EXERCISE DETAILS: The answer is the set of lines that include "position", copied from the data below.
+++
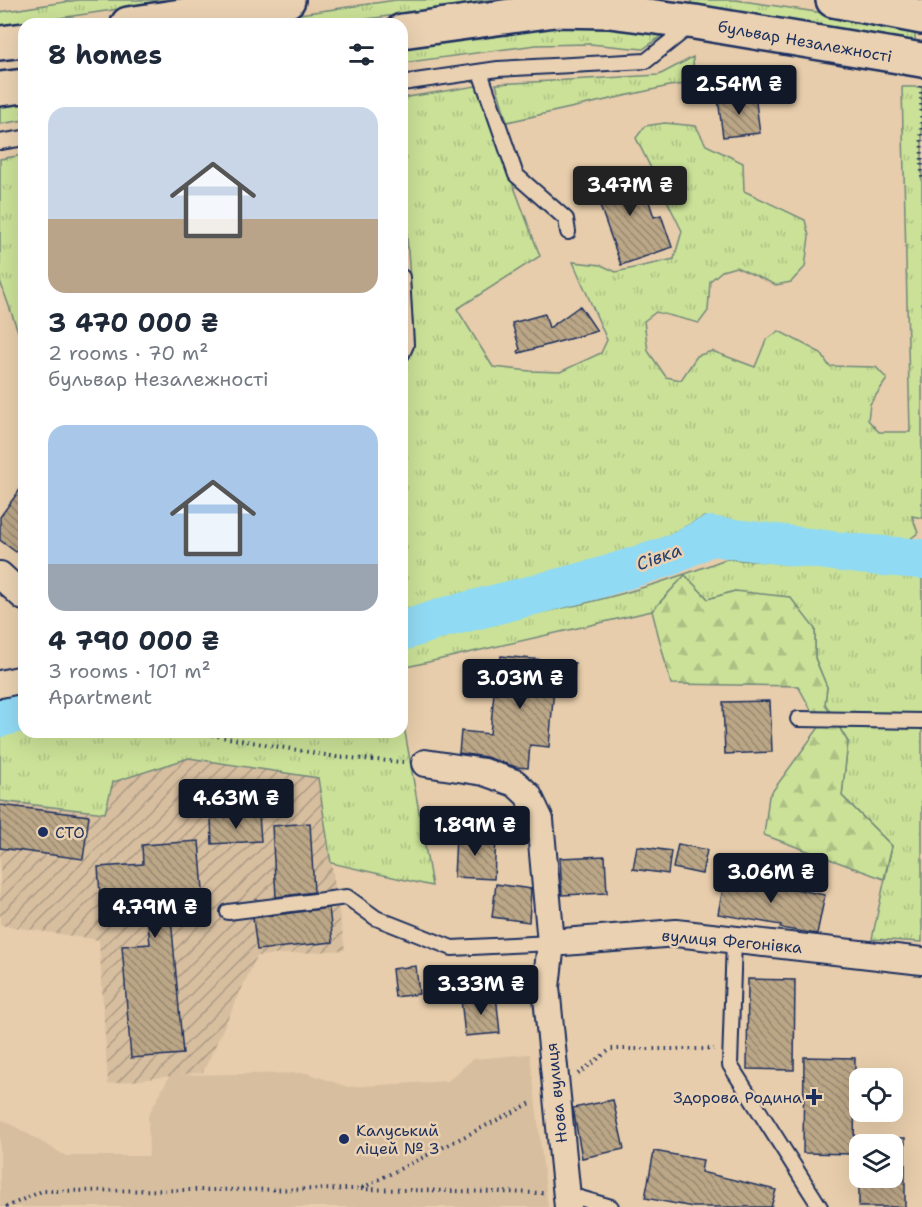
<!DOCTYPE html>
<html lang="en">
<head>
<meta charset="utf-8">
<style>
	body { margin:0; font-family:"Shantell Sans",sans-serif; background:#f6f6f7; color:#1f2937; height:100vh; display:flex; flex-direction:column; font-size:22px; white-space:nowrap }
	* { box-sizing:border-box; margin:0 }
	p { font-size:20px; color:#747a83 }
	.icon { flex:none; width:33px; height:33px; fill:none; stroke:currentColor; stroke-width:2; stroke-linecap:round; stroke-linejoin:round }
	.map { position:relative; flex:1; overflow:hidden }
	.drawer { position:absolute; left:18px; top:18px; width:390px; height:720px; display:flex; flex-direction:column; background:#fff; border-radius:18px; box-shadow:0 6px 24px #0002 }
	.drawer>* { flex:none }
	.fabs { position:absolute; left:849px; top:1068px; display:grid; gap:12px }
	.fabs a { display:grid; place-items:center; width:54px; height:54px; border-radius:12px; background:#fff; box-shadow:0 6px 24px #0002; font-size:30px }
	.price { position:absolute; translate:-50% -51px; padding:0 14px; border-radius:6px; background:#111827; color:#fff; font-size:20px; line-height:39px; filter:drop-shadow(0 2px 3px #0008) }
	.price::after { content:''; position:absolute; left:50%; top:36px; width:18px; height:14px; margin-left:-9px; background:inherit; clip-path:polygon(0 0,100% 0,50% 100%) }
	.price.current { background:#222; color:#fff }
	ul { padding:0; list-style:none }
	li { display:grid; align-content:center; gap:12px; height:318px; padding:0 30px }
	li span { display:grid; place-items:center; height:186px; border-radius:18px; color:#555 }
	li>.icon { margin-inline-start:auto }
	span .icon { width:108px; height:108px; fill:#fffc; stroke-width:1 }
	li b { font-size:26px }
	h2 { display:flex; justify-content:space-between; align-items:center; height:72px; padding:0 30px; font-size:26px }
	.map>svg:first-child { display:block }
</style>
</head>
<body>
<div class="map">
<svg width="922" height="1207" viewBox="0 0 922 1207">
	<defs>
		<pattern id="industrial-furrows" width="10" height="10" patternUnits="userSpaceOnUse" patternTransform="scale(1.5)"><rect width="10" height="10" fill="#d6be9f"/><path d="M-1 1l2-2M0 10L10 0M9 11l2-2" fill="none" stroke="#ad9b85"/></pattern>
		<pattern id="grass-tufts" width="24" height="20" patternUnits="userSpaceOnUse" patternTransform="scale(1.5)"><rect width="24" height="20" fill="#cae197"/><path d="M3 7l-1-3M5 7V3M7 7l1-3M15 17l-1-3M17 17v-4M19 17l1-3" fill="none" stroke="#adc185"/></pattern>
		<pattern id="forest-firs" width="22" height="20" patternUnits="userSpaceOnUse" patternTransform="scale(1.5)"><rect width="22" height="20" fill="#cae197"/><path d="M5 1l3.5 6h-7zM16 11l3.5 6h-7z" fill="#adc185"/></pattern>
		<pattern id="building-back-hatch" width="6" height="6" patternUnits="userSpaceOnUse" patternTransform="scale(1.5)"><rect width="6" height="6" fill="#bba686"/><path d="M-1 5l2 2M0 0l6 6M5-1l2 2" fill="none" stroke="#978871"/></pattern>
	</defs>
	<rect width="100%" height="100%" fill="#e7cdab"/>
	<filter id="ink" filterUnits="userSpaceOnUse"><feTurbulence type="fractalNoise" baseFrequency=".0167" numOctaves="2"/><feDisplacementMap in="SourceGraphic" scale="12" xChannelSelector="R" yChannelSelector="G"/><feConvolveMatrix kernelMatrix="1 2 1 2 8 2 1 2 1" color-interpolation-filters="sRGB"/></filter>
	<g filter="url(#ink)">
		<path fill="#d6be9f" d="M530,1054l18,153h-548v-87l5,1 61,35h83l-1,-40 22,-41 137,-2 41,14 100,-6 25,-22z"/>
		<path fill="url(#industrial-furrows)" d="M189,758l129,20 27,172 -88,6 -54,116 -95,12 -9,-144 -99,-15v-124l105,12 8,-31z"/>
		<path fill="url(#grass-tufts)" stroke="#72887a" stroke-width="1.5" d="M78,0h101l-179,27v-15z
			M396,0h104l-167,24h-101z
			M691,0h45l179,27v19l-224,-38z
			M574,26l37,1 55,6 -23,16 -53,-5 -54,1 -134,18v-18l123,-17z
			M693,57l1,26 -25,3 -162,36 -11,-38 163,-9z
			M476,86l64,170 -83,53 36,58 37,4 30,1 41,-19 6,-13 -34,-78 28,3 15,7 58,-13 8,-28 -46,-93 9,-12 20,-3 31,3 10,19 37,18 1,28 61,29 4,16 -4,31 -14,15 -15,3 -40,-18 -14,4 -12,10 -2,30 -9,12 -43,-11 -12,9 4,30 18,26 15,3 16,-24 15,-5 43,16 11,-27 13,-9 42,22 8,13 47,1 11,12 -17,25 -2,16 11,12h31l-8,-345h20v431l-10,-2 6,17 -20,15 -194,-31 -77,39 -70,15 -155,42v-247l7,-8 5,-17 -12,-181v-62z
			M24,101v19l-24,4v-20z
			M24,155v193l-24,-67v-122z
			M726,559l196,14v369l-50,-3 20,-93 -50,-50 6,-54 -23,-38 2,-17 -12,-29v-29l-80,-38 -27,8 -23,-24 -33,36 -250,57v-21c61,-23 125,-30 188,-45 46,-11 92,-26 136,-43z
			M24,675v57h378v-17l30,171 -101,-23 -13,-85 -129,-20 -76,24 -8,31 -105,-12v-114z"/>
		<path fill="url(#forest-firs)" stroke="#72887a" stroke-width="1.5" d="M685,575l23,24 27,-8 55,6 25,32v29l12,29 -2,17 23,38 -6,54 50,50 -8,33 -120,-44 5,-39 51,-70 -22,-40 -127,-2 -19,-73z"/>
		<g fill="none" stroke-linecap="round" stroke-linejoin="round">
			<path stroke="#91daf3" stroke-width="40" d="M402,631l44,-14 150,-38 73,-23 41,-20 149,18 63,5
				M0,717l24,-6"/>
		</g>
		<path fill="url(#building-back-hatch)" stroke="#1b2f5e" stroke-width="1.5" fill-rule="evenodd" d="M755,95l5,38 -37,4 -5,-38z
			M638,168l16,49 7,-2 11,32 -51,18 -22,-62 -3,1 -6,-20z
			M580,306l17,25 -78,22 -1,-2 2,-2 -8,-26 33,-9 4,14z
			M24,484v58l-8,10 -16,-12v-23z
			M501,656l74,7 -3,27 -18,-2 -5,59 -19,-2 -2,23 -12,-1 -30,-10 -27,-4 2,-22 29,3 4,-41h3z
			M770,701l2,51 -47,2 -2,-52z
			M0,805l89,11 -6,43 -83,-11z
			M259,815l2,26 -49,3 -1,-26z
			M310,823l4,69 -38,5 -4,-71z
			M456,836l40,1 -2,42 -40,-2z
			M199,841l6,74 -34,3 12,136 -52,4 -9,-112 28,-2 -4,-39 -45,3 -3,-41 45,-3 -1,-19z
			M678,844l29,6 -5,24 -29,-6z
			M637,846l34,5 -3,23 -35,-5z
			M605,856l2,37 -45,2 -2,-37z
			M726,872l35,6 -1,4 65,13 -8,39 -37,-6 1,-3 -63,-11z
			M496,884l35,5 -2,33 -37,-5z
			M329,908l4,34 -76,8 -4,-32z
			M416,966l3,28 -24,3 -3,-28z
			M748,979l47,1 -1,90 -47,-1z
			M496,995l4,38 -35,3 -4,-37z
			M804,1057l51,1 -1,96 -51,-1z
			M613,1100l11,49 -42,9 -9,-50z
			M859,1138h46v69h-46zM860,1144h32v34h-32z
			M654,1151l49,9 -2,12 75,18 -5,17h-78l-48,-9z"/>
		<g fill="none" stroke-linecap="round" stroke-linejoin="round">
			<defs>
				<path id="lane" d="M480,72l36,103 50,44 2,13
					M402,83l96,-14 148,-8 45,-36
					M0,142l24,-4
					M402,277l4,68 -4,9
					M798,719l124,2
					M228,912l119,-15 29,21 76,30 99,-5
					M734,939l-4,126 90,142
					M566,1194l45,13"/>
				<path id="street" d="M0,575l24,22
					M0,684l24,-5
					M425,763l59,9 31,11 13,12 12,25 11,123 125,-10 246,28
					M551,943l-5,44 22,220"/>
				<path id="secondary" d="M833,0l89,17
					M128,24l160,-24
					M402,31l153,-21 54,1 86,11 227,38
					M0,43l24,-3
					M0,89l24,-3"/>
			</defs>
			<use href="#lane" stroke="#1b2f5e" stroke-width="18"/>
			<use href="#street" stroke="#1b2f5e" stroke-width="30"/>
			<use href="#secondary" stroke="#1b2f5e" stroke-width="38"/>
			<path stroke="#1b2f5e" stroke-width="4" stroke-dasharray="1.5 4.5" stroke-linecap="butt" d="M921,86l1,94
				M194,732l143,25 66,5
				M578,1074l33,-25h103
				M361,1189l182,4
				M6,1207l36,-16 318,-2 173,-87"/>
			<use href="#lane" stroke="#ead1b2" stroke-width="14"/>
			<use href="#street" stroke="#ead1b2" stroke-width="26"/>
			<use href="#secondary" stroke="#ead1b2" stroke-width="33"/>
		</g>
	</g>
	<g fill="#1b2f5e" stroke="#ead1b2" stroke-width="2">
		<circle cx="43" cy="832" r="6"/>
		<path d="M811 1088h6v6h6v6h-6v6h-6v-6h-6v-6h6z"/>
		<circle cx="344" cy="1139" r="6"/>
	</g>
	<g text-anchor="middle" stroke-width="5" stroke-linejoin="round" paint-order="stroke">
		<g font-size="16" fill="#1b2f5e" stroke="#ead1b2">
			<text transform="translate(805 41) rotate(10)" y="6">бульвар Незалежності</text>
			<text transform="translate(732 941) rotate(5)" y="6">вулиця Фегонівка</text>
			<text transform="translate(556 1093) rotate(-96)" y="6">Нова вулиця</text>
		</g>
		<g font-size="16" fill="#1b2f5e" stroke="#ead1b2" text-anchor="start">
			<text x="55" y="838">СТО</text>
			<text x="802" y="1103" text-anchor="end">Здорова Родина</text>
			<text x="356" y="1136">Калуський<tspan x="356" dy="18">ліцей № 3</tspan></text>
		</g>
		<g font-size="18" font-style="italic" fill="#27406d" stroke="#ead1b2">
			<text transform="translate(659 557) rotate(-20)" y="6">Сівка</text>
		</g>
	</g>
</svg>
<div class="fabs">
<a><svg class="icon" aria-label="locate" viewBox="0 0 24 24"><circle cx="12" cy="12" r="6"/><path d="M12 2v4M12 18v4M2 12h4M18 12h4"/></svg></a>
<a><svg class="icon" aria-label="layers" viewBox="0 0 24 24"><path d="M12 4l9 5-9 5-9-5zM3 14l9 5 9-5"/></svg></a>
</div>
<b class="price" style="left:739px;top:116px">2.54M ₴</b>
<b class="price current" style="left:630px;top:217px">3.47M ₴</b>
<b class="price" style="left:520px;top:710px">3.03M ₴</b>
<b class="price" style="left:236px;top:830px">4.63M ₴</b>
<b class="price" style="left:475px;top:857px">1.89M ₴</b>
<b class="price" style="left:771px;top:904px">3.06M ₴</b>
<b class="price" style="left:155px;top:939px">4.79M ₴</b>
<b class="price" style="left:481px;top:1016px">3.33M ₴</b>
<section class="drawer">
<h2>8 homes<svg class="icon" aria-label="filters" viewBox="0 0 24 24"><path d="M4 7h16M4 17h16"/><circle cx="9" cy="7" r="2"/><circle cx="15" cy="17" r="2"/></svg></h2>
<ul>
<li><span style="background:linear-gradient(#c9d6e8 60%,#b9a48a 0)"><svg class="icon" aria-label="home" viewBox="0 0 24 24"><path d="M3 11l9-7 9 7M6 9v11h12V9"/></svg></span><div><b>3 470 000 ₴</b><p>2 rooms · 70 m²</p><p>бульвар Незалежності</p></div></li>
<li><span style="background:linear-gradient(#a9c7e8 75%,#9aa5b1 0)"><svg class="icon" aria-label="home" viewBox="0 0 24 24"><path d="M3 11l9-7 9 7M6 9v11h12V9"/></svg></span><div><b>4 790 000 ₴</b><p>3 rooms · 101 m²</p><p>Apartment</p></div></li>
</ul>
</section>
</div>
</body>
</html>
+++
SOLUTION BELOW:
	.map { position:relative; flex:1; overflow:hidden }
	.drawer { position:absolute; left:18px; top:18px; width:390px; height:720px; display:flex; flex-direction:column; background:#fff; border-radius:18px; box-shadow:0 6px 24px #0002 }
	.fabs { position:absolute; left:849px; top:1068px; display:grid; gap:12px }
	.price { position:absolute; translate:-50% -51px; padding:0 14px; border-radius:6px; background:#111827; color:#fff; font-size:20px; line-height:39px; filter:drop-shadow(0 2px 3px #0008) }
	.price::after { content:''; position:absolute; left:50%; top:36px; width:18px; height:14px; margin-left:-9px; background:inherit; clip-path:polygon(0 0,100% 0,50% 100%) }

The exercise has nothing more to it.